زان سگالش شرم هم میداشتند ** کندهها را باز میانباشتند
Nihayet bir şey bulamayınca bu zandan utandılar, çukurları doldurmaya koyuldular.
بیعدد لا حول در هر سینهای ** مانده مرغ حرصشان بیچینهای 2075
Her biri sayısız Lahavle okumaktaydı. Tamah kuşları gıdasız kalmıştı.
زان ضلالتهای یاوهتازشان ** حفرهی دیوار و در غمازشان
Duvarın, kapının yarıkları, delikleri, onların o beyhude sapıklığına şahitti.
ممکن اندای آن دیوار نی ** با ایاز امکان هیچ انکار نی
Sanki duvar değildi, inkar edememeleri için Eyaz’ın huzurunda onlar aleyhinde birer tanıktı.
گر خداع بیگناهی میدهند ** حایط و عرصه گواهی میدهند
Suçsuz birisine bir töhmet atıldı mı duvar ve ören tanıklık verir.
باز میگشتند سوی شهریار ** پر ز گرد و روی زرد و شرمسار
Hasılı üstleri, basları tozla toprakla dolu, yüzleri sapsarı utanmış bir halde Padişahın huzuruna vardılar.
بازگشتن نمامان از حجرهی ایاز به سوی شاه توبره تهی و خجل همچون بدگمانان در حق انبیا علیهمالسلام بر وقت ظهور برائت و پاکی ایشان کی یوم تبیض وجوه و تسود وجوه و قوله تری الذین کذبوا علی الله وجوههم مسودة
Kovucuların, Eyaz'ın odasından torbaları boş, utanmış olarak Padişahın huzuruna gelmeleri, Nitekim "O gün bir gündür ki yüzler ağarır o gün, yüzler kararır" ve "Tanrıya yalan isnad edenleri görürsün ki yüzleri kapkara olmuş" ayetleri hükmünce peygamberlerin kötülükten ari ve tertemiz oldukları anlaşılınca onlar hakkında kötü düşüncelere saplananlar da utanırlar.

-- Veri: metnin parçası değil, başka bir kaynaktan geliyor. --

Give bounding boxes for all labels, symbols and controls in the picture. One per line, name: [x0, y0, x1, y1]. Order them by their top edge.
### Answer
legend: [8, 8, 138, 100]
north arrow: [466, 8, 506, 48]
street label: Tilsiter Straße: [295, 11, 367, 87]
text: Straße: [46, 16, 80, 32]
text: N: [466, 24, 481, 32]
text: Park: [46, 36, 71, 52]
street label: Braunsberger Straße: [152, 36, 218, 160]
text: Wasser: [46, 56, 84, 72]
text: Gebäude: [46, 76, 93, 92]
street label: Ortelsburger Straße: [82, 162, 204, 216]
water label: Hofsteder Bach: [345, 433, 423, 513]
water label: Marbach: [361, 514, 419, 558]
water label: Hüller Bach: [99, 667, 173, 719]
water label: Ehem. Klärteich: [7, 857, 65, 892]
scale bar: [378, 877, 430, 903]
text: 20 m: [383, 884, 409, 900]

شاه قاصد گفت هین احوال چیست ** که بغلتان از زر و همیان تهیست 2080
Padişah mahsustan fikrini gizleyerek onlara “Hayrola koltuklarınızda ne altın var, ne torba.
ور نهان کردید دینار و تسو ** فر شادی در رخ و رخسار کو
Paralarla ağır kumaşları gizlediyseniz yüzünüzdeki neşe nerede? dedi.